** Opening Material shown block **

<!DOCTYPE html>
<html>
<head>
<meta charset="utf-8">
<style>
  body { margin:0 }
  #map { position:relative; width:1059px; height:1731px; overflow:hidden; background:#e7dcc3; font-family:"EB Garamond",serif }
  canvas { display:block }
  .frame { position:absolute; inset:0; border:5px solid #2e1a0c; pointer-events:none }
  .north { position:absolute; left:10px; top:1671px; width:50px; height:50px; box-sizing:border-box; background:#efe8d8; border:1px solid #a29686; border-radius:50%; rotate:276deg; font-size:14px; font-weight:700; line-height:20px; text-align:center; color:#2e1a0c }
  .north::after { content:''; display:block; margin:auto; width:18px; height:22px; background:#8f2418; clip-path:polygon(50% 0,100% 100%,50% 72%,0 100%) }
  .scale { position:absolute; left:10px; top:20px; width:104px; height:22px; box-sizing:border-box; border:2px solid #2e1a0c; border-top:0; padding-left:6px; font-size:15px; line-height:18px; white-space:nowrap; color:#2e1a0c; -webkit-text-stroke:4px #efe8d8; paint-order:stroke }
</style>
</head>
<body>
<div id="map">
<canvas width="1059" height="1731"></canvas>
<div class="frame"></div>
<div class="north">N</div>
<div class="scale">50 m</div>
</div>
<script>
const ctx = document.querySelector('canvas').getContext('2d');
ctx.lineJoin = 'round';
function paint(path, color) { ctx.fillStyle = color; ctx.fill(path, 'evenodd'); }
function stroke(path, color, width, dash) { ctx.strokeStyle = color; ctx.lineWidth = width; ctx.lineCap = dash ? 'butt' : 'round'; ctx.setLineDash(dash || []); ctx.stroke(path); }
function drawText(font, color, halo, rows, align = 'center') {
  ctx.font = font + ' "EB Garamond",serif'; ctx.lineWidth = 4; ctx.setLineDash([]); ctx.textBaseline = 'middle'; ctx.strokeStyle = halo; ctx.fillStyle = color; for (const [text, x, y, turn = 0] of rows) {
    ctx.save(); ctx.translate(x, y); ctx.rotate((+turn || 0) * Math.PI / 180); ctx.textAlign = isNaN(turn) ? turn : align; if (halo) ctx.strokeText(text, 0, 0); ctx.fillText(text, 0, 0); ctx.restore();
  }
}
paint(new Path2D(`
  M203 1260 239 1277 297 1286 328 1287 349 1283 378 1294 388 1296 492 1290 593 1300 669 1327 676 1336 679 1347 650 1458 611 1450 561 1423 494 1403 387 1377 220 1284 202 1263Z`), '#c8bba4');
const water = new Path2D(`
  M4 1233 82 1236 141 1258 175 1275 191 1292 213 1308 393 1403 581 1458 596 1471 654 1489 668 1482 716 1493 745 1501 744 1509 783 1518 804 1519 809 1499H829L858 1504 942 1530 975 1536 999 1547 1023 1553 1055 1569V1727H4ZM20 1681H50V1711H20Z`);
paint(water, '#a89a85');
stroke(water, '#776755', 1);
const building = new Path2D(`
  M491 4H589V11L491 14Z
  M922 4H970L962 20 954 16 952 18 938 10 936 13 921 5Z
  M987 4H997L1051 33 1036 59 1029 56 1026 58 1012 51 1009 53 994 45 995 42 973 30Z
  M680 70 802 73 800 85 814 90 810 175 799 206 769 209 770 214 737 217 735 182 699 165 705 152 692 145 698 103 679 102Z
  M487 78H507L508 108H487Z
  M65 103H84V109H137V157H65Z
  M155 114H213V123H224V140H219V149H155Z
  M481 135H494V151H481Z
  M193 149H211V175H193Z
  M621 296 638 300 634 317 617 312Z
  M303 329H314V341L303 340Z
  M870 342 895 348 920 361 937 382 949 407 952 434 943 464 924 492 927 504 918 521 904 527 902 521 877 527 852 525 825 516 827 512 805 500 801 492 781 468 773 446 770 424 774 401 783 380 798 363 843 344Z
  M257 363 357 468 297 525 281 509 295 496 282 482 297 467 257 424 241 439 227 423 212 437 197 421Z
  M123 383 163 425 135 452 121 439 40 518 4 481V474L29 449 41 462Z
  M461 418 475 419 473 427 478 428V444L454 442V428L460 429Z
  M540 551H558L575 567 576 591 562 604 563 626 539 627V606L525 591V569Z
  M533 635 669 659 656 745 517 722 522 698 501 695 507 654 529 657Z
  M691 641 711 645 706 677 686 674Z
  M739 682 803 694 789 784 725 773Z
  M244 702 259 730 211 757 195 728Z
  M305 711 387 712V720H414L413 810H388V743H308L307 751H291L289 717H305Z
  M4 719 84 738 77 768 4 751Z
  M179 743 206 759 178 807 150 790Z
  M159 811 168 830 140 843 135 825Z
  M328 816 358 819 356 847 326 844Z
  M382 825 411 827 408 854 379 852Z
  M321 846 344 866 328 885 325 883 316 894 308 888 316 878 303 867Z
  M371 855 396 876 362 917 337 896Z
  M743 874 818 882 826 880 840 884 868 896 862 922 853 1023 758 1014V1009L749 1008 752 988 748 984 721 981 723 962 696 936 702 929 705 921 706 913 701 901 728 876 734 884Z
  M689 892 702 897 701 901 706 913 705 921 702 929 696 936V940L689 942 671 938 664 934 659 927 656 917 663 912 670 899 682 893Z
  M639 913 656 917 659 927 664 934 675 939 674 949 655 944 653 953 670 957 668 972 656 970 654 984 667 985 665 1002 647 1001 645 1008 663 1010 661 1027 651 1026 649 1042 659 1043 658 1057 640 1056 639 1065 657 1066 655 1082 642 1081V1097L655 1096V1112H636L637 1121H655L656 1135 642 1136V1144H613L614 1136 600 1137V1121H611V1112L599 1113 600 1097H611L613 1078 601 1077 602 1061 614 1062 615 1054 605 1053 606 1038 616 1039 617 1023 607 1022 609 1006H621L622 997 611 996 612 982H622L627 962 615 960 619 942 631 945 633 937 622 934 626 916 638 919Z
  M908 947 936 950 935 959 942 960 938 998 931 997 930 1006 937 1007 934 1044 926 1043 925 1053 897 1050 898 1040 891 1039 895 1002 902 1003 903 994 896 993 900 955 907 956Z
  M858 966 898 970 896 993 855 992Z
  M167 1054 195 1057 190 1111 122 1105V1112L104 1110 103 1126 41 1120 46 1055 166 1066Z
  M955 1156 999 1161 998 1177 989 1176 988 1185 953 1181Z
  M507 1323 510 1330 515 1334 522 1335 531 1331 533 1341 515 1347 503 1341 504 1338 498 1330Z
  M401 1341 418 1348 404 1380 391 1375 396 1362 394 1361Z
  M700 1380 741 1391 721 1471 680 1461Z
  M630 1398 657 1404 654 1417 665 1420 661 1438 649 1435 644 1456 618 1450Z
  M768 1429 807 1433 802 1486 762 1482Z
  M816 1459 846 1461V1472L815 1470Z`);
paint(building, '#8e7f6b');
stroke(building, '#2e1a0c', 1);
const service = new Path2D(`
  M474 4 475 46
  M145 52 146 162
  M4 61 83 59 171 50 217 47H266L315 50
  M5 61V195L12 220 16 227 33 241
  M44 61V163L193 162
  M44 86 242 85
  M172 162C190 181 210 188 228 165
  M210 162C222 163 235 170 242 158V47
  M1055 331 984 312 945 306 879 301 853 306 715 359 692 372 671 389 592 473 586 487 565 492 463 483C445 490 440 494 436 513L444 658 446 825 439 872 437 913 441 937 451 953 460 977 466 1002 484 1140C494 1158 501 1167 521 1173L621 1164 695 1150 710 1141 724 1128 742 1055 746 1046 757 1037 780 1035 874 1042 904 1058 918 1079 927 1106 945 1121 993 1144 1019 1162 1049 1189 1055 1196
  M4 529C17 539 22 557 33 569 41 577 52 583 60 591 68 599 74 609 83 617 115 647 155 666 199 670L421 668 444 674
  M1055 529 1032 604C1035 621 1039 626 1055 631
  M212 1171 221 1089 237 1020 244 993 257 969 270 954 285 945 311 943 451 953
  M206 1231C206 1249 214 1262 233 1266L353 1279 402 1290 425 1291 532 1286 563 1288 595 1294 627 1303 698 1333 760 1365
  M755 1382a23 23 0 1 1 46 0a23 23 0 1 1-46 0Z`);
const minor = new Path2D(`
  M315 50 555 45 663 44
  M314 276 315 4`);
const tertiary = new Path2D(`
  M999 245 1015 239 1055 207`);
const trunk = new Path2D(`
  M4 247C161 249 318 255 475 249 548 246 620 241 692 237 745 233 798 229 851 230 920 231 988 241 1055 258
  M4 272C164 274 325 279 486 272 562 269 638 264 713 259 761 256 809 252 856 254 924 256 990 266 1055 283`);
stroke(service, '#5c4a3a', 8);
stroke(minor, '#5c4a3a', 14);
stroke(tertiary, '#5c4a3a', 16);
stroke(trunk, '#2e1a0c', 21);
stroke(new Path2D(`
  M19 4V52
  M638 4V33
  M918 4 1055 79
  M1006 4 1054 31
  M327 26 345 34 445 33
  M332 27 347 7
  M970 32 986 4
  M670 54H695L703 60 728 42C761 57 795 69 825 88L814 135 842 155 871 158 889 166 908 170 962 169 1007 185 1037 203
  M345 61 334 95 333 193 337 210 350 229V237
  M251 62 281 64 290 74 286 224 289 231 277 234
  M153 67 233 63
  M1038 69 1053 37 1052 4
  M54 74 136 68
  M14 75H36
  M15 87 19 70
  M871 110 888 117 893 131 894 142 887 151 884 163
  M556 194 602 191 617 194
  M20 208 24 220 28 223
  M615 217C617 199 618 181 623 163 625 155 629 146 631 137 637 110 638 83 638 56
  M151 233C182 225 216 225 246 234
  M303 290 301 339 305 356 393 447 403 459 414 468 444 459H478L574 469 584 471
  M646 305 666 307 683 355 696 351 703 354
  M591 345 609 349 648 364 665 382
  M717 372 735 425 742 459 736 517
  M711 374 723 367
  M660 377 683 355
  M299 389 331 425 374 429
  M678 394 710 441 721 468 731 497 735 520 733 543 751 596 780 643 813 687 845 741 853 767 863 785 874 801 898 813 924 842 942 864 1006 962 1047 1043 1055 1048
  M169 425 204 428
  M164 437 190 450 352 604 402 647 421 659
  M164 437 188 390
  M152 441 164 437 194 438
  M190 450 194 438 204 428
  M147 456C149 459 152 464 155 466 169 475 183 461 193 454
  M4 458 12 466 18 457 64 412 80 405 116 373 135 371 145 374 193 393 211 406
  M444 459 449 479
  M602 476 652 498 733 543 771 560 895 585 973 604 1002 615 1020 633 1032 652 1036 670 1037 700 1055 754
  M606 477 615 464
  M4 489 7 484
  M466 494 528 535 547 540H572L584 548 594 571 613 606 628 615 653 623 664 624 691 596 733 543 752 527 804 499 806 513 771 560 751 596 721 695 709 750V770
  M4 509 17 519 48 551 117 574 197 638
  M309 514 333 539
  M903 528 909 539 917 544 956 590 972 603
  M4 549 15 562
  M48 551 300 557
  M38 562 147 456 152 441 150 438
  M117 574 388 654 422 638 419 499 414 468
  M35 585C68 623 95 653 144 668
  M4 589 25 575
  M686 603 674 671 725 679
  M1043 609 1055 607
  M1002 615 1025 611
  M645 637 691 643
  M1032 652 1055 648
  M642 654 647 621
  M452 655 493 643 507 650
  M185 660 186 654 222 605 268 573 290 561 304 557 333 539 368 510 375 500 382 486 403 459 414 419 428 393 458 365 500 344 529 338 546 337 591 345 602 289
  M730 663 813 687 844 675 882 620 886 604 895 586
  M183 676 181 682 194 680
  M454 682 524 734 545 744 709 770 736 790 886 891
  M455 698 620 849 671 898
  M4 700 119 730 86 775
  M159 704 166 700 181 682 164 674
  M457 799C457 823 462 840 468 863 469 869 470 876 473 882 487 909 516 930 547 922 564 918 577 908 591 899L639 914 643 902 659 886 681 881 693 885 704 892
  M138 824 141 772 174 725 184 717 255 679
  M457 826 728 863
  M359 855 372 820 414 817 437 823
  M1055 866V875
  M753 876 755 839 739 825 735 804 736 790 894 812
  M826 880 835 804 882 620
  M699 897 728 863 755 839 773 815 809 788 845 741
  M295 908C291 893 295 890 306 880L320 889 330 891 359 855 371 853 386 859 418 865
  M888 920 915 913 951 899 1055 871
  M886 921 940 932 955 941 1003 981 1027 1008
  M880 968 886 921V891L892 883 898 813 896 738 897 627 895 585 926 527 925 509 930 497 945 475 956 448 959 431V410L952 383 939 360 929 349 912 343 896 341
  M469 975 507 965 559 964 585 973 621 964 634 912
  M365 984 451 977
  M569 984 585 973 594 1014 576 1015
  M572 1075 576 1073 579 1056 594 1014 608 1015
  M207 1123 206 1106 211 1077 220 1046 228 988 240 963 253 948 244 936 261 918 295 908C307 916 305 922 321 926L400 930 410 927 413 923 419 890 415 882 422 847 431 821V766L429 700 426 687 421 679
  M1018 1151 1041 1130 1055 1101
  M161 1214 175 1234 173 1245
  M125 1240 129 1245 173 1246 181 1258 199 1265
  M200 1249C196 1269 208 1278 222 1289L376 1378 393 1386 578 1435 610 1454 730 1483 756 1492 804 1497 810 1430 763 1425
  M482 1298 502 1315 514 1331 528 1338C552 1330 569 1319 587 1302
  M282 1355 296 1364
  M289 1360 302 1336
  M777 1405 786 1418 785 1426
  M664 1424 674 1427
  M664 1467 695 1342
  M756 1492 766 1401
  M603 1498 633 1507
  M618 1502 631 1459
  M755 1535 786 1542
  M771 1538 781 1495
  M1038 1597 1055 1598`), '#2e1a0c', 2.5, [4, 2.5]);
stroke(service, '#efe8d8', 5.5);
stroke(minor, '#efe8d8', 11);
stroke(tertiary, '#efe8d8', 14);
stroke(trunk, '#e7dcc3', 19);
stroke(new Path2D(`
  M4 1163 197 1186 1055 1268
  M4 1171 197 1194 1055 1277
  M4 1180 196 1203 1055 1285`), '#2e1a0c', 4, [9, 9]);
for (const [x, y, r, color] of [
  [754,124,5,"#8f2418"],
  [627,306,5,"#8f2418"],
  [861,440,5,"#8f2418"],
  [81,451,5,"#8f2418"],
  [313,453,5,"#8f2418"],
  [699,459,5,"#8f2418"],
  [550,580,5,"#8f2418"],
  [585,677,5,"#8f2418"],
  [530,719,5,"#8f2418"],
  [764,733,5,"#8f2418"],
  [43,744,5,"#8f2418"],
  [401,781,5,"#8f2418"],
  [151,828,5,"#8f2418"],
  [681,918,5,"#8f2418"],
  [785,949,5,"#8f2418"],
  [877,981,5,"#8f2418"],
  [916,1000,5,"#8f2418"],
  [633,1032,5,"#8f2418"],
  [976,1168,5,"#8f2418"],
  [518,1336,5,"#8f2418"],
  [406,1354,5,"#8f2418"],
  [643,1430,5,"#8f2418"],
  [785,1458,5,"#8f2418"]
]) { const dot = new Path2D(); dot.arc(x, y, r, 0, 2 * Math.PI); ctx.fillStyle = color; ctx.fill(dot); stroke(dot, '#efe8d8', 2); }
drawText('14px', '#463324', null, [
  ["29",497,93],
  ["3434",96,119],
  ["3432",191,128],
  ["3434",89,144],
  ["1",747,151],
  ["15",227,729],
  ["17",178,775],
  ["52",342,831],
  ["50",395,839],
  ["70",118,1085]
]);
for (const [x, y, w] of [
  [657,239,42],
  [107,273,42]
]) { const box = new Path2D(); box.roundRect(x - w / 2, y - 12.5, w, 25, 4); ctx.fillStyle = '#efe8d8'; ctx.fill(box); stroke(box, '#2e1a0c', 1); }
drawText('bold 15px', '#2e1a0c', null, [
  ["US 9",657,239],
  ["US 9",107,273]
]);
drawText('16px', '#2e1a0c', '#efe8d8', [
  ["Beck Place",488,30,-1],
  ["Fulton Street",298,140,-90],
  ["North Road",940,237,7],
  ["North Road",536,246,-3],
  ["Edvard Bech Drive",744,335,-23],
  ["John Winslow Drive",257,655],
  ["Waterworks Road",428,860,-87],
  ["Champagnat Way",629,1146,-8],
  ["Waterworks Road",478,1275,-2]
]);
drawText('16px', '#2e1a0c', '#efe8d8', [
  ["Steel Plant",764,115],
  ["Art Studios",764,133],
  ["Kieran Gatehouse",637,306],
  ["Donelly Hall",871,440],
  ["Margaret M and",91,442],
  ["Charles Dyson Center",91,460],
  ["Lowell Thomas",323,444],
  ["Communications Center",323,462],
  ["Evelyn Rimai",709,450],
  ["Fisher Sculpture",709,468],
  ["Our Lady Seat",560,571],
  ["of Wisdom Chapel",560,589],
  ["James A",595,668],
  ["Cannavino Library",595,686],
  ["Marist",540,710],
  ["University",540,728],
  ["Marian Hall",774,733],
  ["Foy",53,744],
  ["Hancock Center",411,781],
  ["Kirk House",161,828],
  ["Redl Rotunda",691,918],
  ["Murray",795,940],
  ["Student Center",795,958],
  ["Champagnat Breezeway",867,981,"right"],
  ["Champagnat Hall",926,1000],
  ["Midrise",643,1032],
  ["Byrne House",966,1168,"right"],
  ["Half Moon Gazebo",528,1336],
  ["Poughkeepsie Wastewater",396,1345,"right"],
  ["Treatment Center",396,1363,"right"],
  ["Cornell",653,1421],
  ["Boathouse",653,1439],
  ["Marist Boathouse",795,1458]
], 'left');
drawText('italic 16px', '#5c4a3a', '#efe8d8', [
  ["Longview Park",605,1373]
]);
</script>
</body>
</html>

** Closing Material shown block **

(Task description):
Your answer should consist solely of the lines above from the line with "function stroke(path, color, width, dash)" to the line with "M491 4H589V11L491 14Z", both included, reproduced exactly.

(Solution to this exercise):
function stroke(path, color, width, dash) { ctx.strokeStyle = color; ctx.lineWidth = width; ctx.lineCap = dash ? 'butt' : 'round'; ctx.setLineDash(dash || []); ctx.stroke(path); }
function drawText(font, color, halo, rows, align = 'center') {
  ctx.font = font + ' "EB Garamond",serif'; ctx.lineWidth = 4; ctx.setLineDash([]); ctx.textBaseline = 'middle'; ctx.strokeStyle = halo; ctx.fillStyle = color; for (const [text, x, y, turn = 0] of rows) {
    ctx.save(); ctx.translate(x, y); ctx.rotate((+turn || 0) * Math.PI / 180); ctx.textAlign = isNaN(turn) ? turn : align; if (halo) ctx.strokeText(text, 0, 0); ctx.fillText(text, 0, 0); ctx.restore();
  }
}
paint(new Path2D(`
  M203 1260 239 1277 297 1286 328 1287 349 1283 378 1294 388 1296 492 1290 593 1300 669 1327 676 1336 679 1347 650 1458 611 1450 561 1423 494 1403 387 1377 220 1284 202 1263Z`), '#c8bba4');
const water = new Path2D(`
  M4 1233 82 1236 141 1258 175 1275 191 1292 213 1308 393 1403 581 1458 596 1471 654 1489 668 1482 716 1493 745 1501 744 1509 783 1518 804 1519 809 1499H829L858 1504 942 1530 975 1536 999 1547 1023 1553 1055 1569V1727H4ZM20 1681H50V1711H20Z`);
paint(water, '#a89a85');
stroke(water, '#776755', 1);
const building = new Path2D(`
  M491 4H589V11L491 14Z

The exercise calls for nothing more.